Jamie and Beth have hated one another from the get go, but between season 1 and season 2, it goes from ‘every sibling in this family somewhat hates the other one but they’re still kind of okay to one another’ to there’s a very intense hatred that wasn’t there before between these two specifically. 
There’s a few scenes where you can make a guess - Beth as a child is blamed for their mother’s death (by her mom herself) when Beth’s horse spooks into their mom’s and the horse crushes her. Okay, maybe that’s why Jamie doesn’t like Beth, and Beth just hates everyone because that’s pretty traumatic. Nope - you get another flashback where their mom is still alive on a Christmas when they’re all pretty young and you find out Beth has always been dramatic, and Jamie is complaining that they should just start opening presents without her because it will be New Year’s before she comes down.

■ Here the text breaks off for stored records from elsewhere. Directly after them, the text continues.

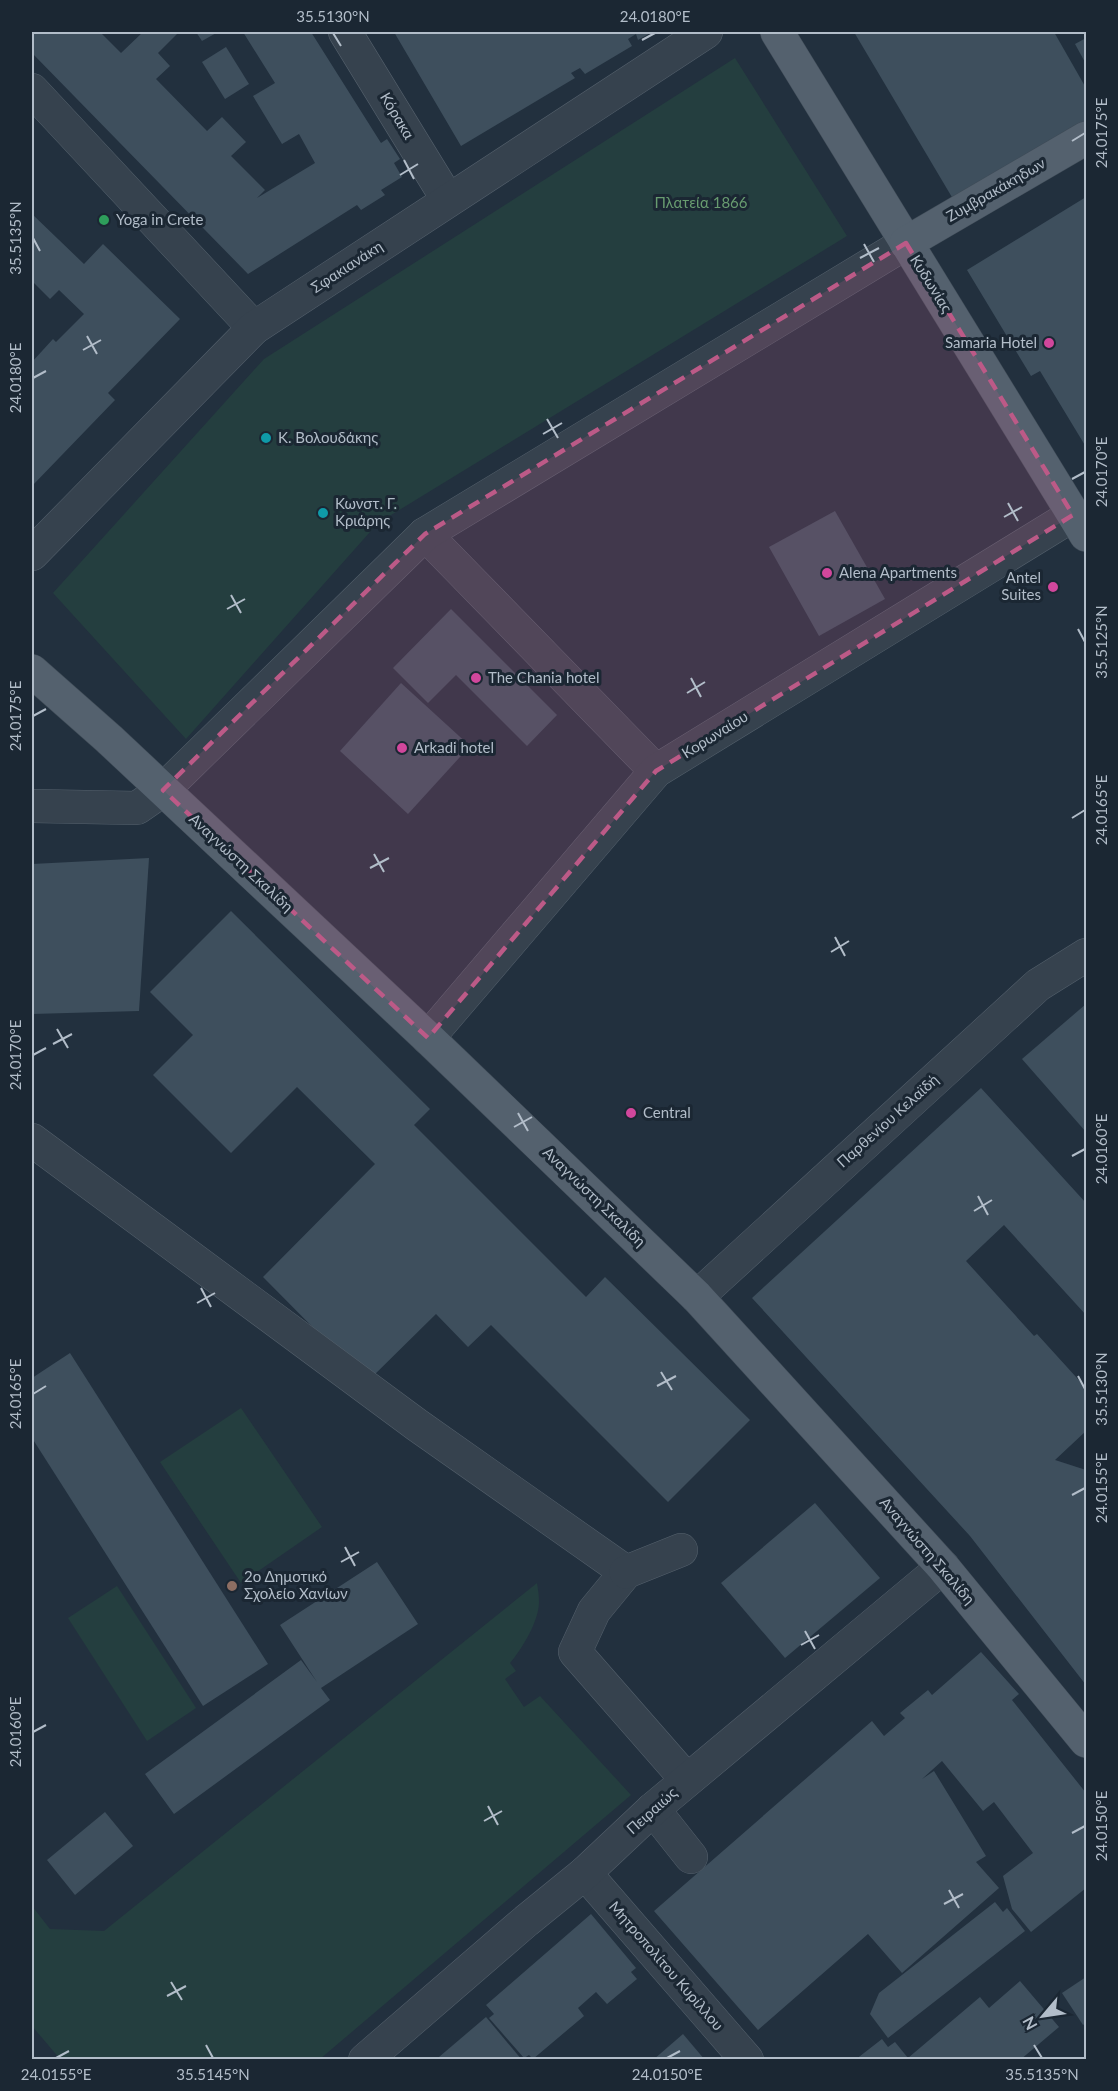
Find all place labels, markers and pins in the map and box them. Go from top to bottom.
place label: Yoga in Crete [116,210,203,228]
marker: Yoga in Crete [97,213,111,227]
place label: Samaria Hotel [945,333,1037,351]
marker: Samaria Hotel [1042,336,1056,350]
place label: Κ. Βολουδάκης [278,428,378,446]
marker: Κ. Βολουδάκης [259,431,273,445]
place label: Κωνστ. Γ. Κριάρης [335,494,397,529]
marker: Κωνστ. Γ. Κριάρης [316,506,330,520]
place label: Alena Apartments [839,563,957,581]
marker: Alena Apartments [820,566,834,580]
place label: Antel Suites [1001,568,1041,603]
marker: Antel Suites [1046,580,1060,594]
place label: The Chania hotel [488,668,600,686]
marker: The Chania hotel [469,671,483,685]
place label: Arkadi hotel [414,738,494,756]
marker: Arkadi hotel [395,741,409,755]
place label: Central [643,1103,691,1121]
marker: Central [624,1106,638,1120]
place label: 2ο Δημοτικό Σχολείο Χανίων [244,1567,348,1602]
marker: 2ο Δημοτικό Σχολείο Χανίων [225,1579,239,1593]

Okay, so they’ve always had issues. Some siblings are like that, I get it, fine. One girl, middle child, in a family of all cowboys and she also hates horses? Makes sense - drama is the only way for her to get attention. 
And then comes The Real Issue - some time after their mom dies,I assume Beth is 16 or 15 and Jamie is two years older and about to leave for college, his birthday is in December - so 17 ish. She’s been knocking boots with the other teenage ranch hand (who becomes the love of her life later on) and she winds up pregnant. Rather than go to her father, her older brother, or even the guy she’s been having sex with, she goes to the brother that she doesn’t particularly like, and asks him to take her to a clinic for an abortion. Their family is 6 generation famous - everyone knows this family, their business, etc. John Dutton runs this valley through fear and violence. They founded the town. So they can’t go to a Planned Parenthood, even several towns over, because people will still know and report back to John. So they go to the next door Reservation where Jamie shows his ID while his sister waits in the truck, and the nurse at the desk informs them that a stipulation in getting an abortion there is you’re sterilized. Jamie seems to think about it for a minute, goes back out to the truck with his sister, and tells her it’s okay to come in. 
From then on, Beth absolutely despises Jamie for the rest of their lives because ‘he prevented her from ever having kids without telling her about it.’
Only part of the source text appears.